I like to think of vows like a pipeline which channels the current of our mental continuum. At present our mental continuum is flailing about in all sorts of directions, throwing us from one samsaric rebirth to another. But when we start training in the vows and commitments, we give definite parameters within which our mental continuum can flow. At one end of the pipeline is where we are now, but the other end of the pipeline is the city of enlightenment. At the beginning of the pipeline, the diameter is quite large, but then some way down a more narrow pipe is placed inside the large one. Then a little further down, a more narrow pipe still is placed inside the second pipe, and so on. The net effect is the closer one gets to the city of enlightenment, the more narrow the diameter of the pipeline the water of our mental continuum travels. Just like water, the more narrow the diameter, the faster the water moves. The narrowing of the pipeline correspond with the different levels of vows we take. At the widest point of the pipeline we have the refuge vows. By keeping our refuge vows we create the causes to find the Buddhist path again and again in all of our future lives until we attain the final goal. The general direction of the current of our mental continuum is established. Slightly more narrow than that are our pratimoksha vows, or our vows of individual liberation. More narrow that that are our bodhisattva vows. More narrow still are general commitments of Highest Yoga Tantra, and finally the most narrow we have the uncommon vows of Mother Tantra. Keeping our pratimoksha vows creates the causes to meet a qualified path to liberation again and again between now and our enlightenment.
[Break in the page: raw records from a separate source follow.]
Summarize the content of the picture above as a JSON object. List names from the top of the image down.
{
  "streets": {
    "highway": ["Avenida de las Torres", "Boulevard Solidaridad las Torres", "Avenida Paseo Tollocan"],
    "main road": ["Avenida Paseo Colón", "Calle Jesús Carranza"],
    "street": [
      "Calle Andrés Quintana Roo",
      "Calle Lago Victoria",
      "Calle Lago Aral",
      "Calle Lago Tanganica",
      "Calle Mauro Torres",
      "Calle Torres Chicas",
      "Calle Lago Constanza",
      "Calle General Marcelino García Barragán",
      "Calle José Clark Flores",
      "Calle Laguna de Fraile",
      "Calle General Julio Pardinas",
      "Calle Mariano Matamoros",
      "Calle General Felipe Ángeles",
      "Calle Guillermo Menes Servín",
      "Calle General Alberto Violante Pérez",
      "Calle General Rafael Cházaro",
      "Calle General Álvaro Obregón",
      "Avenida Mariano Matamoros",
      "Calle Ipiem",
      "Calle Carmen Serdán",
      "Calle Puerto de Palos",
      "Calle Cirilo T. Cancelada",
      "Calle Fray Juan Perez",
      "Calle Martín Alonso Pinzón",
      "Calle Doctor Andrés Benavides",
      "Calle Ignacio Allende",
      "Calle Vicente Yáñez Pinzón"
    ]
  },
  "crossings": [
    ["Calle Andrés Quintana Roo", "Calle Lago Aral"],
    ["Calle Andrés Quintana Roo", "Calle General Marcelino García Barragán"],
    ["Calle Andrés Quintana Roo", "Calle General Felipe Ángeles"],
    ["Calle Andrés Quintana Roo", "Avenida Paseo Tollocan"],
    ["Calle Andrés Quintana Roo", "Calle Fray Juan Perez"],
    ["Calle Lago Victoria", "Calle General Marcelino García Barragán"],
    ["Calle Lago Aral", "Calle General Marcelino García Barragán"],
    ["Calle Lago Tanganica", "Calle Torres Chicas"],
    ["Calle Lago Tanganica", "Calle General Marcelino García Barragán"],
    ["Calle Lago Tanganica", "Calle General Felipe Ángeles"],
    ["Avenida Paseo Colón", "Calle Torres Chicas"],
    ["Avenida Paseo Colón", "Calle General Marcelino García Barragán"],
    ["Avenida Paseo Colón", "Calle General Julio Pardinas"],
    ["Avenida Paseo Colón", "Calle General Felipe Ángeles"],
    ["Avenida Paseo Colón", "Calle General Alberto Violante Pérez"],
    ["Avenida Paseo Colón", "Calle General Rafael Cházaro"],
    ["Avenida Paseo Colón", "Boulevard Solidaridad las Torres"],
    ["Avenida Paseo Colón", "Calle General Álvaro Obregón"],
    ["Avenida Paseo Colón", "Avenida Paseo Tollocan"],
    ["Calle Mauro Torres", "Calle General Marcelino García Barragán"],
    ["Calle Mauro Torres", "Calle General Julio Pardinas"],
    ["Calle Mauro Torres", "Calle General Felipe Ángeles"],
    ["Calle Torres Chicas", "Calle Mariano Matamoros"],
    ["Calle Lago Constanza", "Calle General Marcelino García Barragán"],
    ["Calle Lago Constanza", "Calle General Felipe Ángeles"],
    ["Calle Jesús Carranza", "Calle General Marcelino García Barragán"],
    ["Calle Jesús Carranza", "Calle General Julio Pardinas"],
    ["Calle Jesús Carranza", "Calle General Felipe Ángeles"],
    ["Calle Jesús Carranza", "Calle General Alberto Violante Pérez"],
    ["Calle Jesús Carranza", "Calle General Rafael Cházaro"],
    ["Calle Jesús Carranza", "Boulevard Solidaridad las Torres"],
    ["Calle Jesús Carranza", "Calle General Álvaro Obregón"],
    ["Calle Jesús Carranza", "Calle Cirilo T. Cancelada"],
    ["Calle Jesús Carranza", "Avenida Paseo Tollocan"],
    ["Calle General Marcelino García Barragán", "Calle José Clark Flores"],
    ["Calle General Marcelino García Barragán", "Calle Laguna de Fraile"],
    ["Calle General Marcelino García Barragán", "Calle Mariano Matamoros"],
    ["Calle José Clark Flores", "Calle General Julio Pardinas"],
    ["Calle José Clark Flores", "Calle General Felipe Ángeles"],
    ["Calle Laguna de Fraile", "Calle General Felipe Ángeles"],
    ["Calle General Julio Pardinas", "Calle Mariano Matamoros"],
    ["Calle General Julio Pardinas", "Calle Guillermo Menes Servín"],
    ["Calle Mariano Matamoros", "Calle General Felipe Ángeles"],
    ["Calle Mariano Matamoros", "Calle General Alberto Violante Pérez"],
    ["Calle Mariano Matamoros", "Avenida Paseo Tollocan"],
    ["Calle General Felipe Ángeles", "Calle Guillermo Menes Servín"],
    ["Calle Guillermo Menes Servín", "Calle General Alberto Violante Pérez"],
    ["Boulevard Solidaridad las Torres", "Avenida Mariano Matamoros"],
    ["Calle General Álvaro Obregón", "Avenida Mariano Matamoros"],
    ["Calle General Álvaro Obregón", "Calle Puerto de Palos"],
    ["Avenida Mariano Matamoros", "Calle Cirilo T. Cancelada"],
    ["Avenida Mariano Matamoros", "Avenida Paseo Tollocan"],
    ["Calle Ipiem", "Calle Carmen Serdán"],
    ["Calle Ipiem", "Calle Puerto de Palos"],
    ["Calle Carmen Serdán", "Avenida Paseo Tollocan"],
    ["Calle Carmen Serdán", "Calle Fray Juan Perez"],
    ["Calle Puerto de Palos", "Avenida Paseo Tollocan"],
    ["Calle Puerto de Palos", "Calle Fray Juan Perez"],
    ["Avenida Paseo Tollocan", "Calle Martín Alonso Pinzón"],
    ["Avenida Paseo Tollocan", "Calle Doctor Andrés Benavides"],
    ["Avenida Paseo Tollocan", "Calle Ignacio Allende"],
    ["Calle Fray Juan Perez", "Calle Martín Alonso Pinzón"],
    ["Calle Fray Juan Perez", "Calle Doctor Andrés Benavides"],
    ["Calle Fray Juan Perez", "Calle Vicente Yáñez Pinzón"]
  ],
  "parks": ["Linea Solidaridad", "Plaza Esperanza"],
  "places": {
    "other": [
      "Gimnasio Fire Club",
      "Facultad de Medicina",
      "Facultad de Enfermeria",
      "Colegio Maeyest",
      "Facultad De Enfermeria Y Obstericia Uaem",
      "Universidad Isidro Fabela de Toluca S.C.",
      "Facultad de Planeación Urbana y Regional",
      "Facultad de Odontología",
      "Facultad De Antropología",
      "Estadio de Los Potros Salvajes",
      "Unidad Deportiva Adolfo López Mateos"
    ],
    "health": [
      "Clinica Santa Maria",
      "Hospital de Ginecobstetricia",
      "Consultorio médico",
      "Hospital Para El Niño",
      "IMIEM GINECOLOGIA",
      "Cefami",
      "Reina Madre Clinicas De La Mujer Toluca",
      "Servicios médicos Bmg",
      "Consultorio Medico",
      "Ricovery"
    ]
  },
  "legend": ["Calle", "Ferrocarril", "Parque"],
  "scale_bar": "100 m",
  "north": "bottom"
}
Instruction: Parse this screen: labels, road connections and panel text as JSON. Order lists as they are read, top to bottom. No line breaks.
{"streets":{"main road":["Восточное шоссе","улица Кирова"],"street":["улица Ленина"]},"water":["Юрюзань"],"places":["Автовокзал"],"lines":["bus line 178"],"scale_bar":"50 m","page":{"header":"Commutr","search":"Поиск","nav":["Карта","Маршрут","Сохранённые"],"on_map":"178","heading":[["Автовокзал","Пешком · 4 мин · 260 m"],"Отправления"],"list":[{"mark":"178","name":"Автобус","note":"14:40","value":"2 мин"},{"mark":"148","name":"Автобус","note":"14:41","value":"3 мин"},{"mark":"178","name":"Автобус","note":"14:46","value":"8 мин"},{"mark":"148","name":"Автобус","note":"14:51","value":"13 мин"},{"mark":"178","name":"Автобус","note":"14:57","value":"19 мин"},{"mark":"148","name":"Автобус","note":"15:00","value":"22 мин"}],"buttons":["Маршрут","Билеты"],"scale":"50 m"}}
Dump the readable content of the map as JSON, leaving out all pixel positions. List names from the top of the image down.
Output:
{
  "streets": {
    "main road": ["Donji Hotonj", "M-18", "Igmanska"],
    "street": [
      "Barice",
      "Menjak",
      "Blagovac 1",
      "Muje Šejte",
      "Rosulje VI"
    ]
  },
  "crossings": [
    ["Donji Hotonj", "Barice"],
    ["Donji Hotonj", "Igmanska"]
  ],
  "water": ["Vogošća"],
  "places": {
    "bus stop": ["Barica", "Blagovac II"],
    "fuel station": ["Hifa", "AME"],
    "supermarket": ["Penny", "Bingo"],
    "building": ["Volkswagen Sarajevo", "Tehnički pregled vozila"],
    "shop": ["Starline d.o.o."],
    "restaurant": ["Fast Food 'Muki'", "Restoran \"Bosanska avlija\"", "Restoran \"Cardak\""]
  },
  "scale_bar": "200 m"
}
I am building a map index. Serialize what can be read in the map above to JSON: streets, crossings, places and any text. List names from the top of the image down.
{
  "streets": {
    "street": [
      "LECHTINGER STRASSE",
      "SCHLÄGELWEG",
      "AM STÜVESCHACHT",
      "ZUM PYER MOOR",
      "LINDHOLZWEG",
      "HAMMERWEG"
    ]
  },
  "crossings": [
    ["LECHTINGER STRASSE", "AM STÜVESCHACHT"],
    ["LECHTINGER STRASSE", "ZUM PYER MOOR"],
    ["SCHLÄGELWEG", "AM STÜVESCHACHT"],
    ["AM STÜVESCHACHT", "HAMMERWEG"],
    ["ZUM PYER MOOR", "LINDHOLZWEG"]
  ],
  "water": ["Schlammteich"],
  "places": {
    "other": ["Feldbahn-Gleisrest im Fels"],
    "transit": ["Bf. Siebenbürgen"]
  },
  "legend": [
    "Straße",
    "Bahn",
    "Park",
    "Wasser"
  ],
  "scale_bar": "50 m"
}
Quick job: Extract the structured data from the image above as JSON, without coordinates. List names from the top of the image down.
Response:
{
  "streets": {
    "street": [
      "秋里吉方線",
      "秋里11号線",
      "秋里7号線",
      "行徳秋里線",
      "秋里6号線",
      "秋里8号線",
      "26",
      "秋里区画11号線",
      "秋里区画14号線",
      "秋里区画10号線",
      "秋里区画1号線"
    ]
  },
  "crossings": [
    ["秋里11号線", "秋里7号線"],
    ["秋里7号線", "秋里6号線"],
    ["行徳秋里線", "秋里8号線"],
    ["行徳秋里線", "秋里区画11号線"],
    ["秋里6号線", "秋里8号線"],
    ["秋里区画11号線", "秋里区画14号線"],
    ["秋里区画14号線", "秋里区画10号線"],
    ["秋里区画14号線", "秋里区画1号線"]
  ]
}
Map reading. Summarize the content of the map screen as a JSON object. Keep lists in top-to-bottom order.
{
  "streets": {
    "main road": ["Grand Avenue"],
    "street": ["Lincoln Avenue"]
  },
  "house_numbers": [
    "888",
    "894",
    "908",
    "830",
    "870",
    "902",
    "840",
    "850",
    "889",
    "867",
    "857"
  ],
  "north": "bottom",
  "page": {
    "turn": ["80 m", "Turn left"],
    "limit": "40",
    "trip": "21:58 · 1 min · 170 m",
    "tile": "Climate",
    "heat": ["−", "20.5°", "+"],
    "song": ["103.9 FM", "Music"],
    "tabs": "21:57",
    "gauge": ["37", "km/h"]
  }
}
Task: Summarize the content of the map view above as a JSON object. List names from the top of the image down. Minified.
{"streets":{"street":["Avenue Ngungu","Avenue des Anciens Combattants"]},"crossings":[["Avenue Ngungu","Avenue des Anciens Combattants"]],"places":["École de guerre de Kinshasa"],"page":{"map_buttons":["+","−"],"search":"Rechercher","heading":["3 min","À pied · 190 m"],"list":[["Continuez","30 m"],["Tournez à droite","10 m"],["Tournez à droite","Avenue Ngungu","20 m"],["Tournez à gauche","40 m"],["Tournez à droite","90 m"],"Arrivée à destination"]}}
Keeping our bodhisattva vows creates the causes to meet a qualified path to enlightenment again and again between now and our enlightenment. Keeping our general commitments of Highest Yoga Tantra creates the causes to meet a qualified tantric path to enlightenment again and again between now and our enlightenment. Keeping our uncommon commitments of mother tantra creates the causes to meet a qualified path tantric path of Heruka or Vajrayogini again and again between now and our enlightenment. The advantage of having the concentric circles of pipes is if one of the more narrow one breaks, the others are still there to catch the water, like additional lines of defense.
Vows are like inner laws that we voluntarily strive to follow. Just as external society requires good laws to maintain order and prosperity, so too our empty inner society of the emptiness of all living beings requires laws that we strive to follow. The difference is the internal laws of our vows are laws only for ourself. We do not impose in any way these laws on others. Certainly we encourage others to lead a virtuous life, but we never impose vows from the outside. For them to work, people need to adopt them voluntarily seeing the wisdom of following them and the folly of doing their opposite. If they are imposed from the outside, internally the people rebel against the imposition. Thus, even if we appear to succeed in causing others to lead a more virtuous life, but internally they are actually rebelling against these internal laws and putting up a show to avoid our punishment. Karma arises from mental intention, and so two seemingly identical acts – externally appearing to lead a virtuous life – the motivations are completely different (following wisdom vs. rebelling against wisdom), thus the karma created is profoundly different. One takes the person down the path to enlightenment, the other creates the karma to reject pure paths when we encounter them in the future.
Another way vows are commonly thought of is refuge vows are the substantial cause of Pratimoksha vows, which in turn are the substantial cause of Bodhisattva vows, which are then the substantial cause of our Tantric vows. Our ability to maintain purely the higher levels of vows depends to a large extent on whether we are keeping purely the previous levels of vows. By this logic, breaking one of our Bodhisattva vows directly indirectly unravels all of our Tantric vows; and breaking our Pratimoksha vows directly indirectly unravels all of our Bodhisattva and Tantric vows. But it is important to not be heavy about vows. This does not mean we abandon the path if our delusions get the better of us and we break our vows, rather it means our vows are no longer in tact, and so therefore not functioning. But we still continue to follow the path, and create good karma from the practices we do do. They are like a GPS which always finds us the correct route to the city of enlightenment, even when we take wrong turns. If while driving we take wrong turns, our GPS recalculates and gives us a new route – there is no wrong turn we can take that the GPS can’t find the route back. Sometimes we may take wrong turns, but if we choose to follow our internal GPS of our vows and commitments, we replace our mental continuum on the good path to our final destination.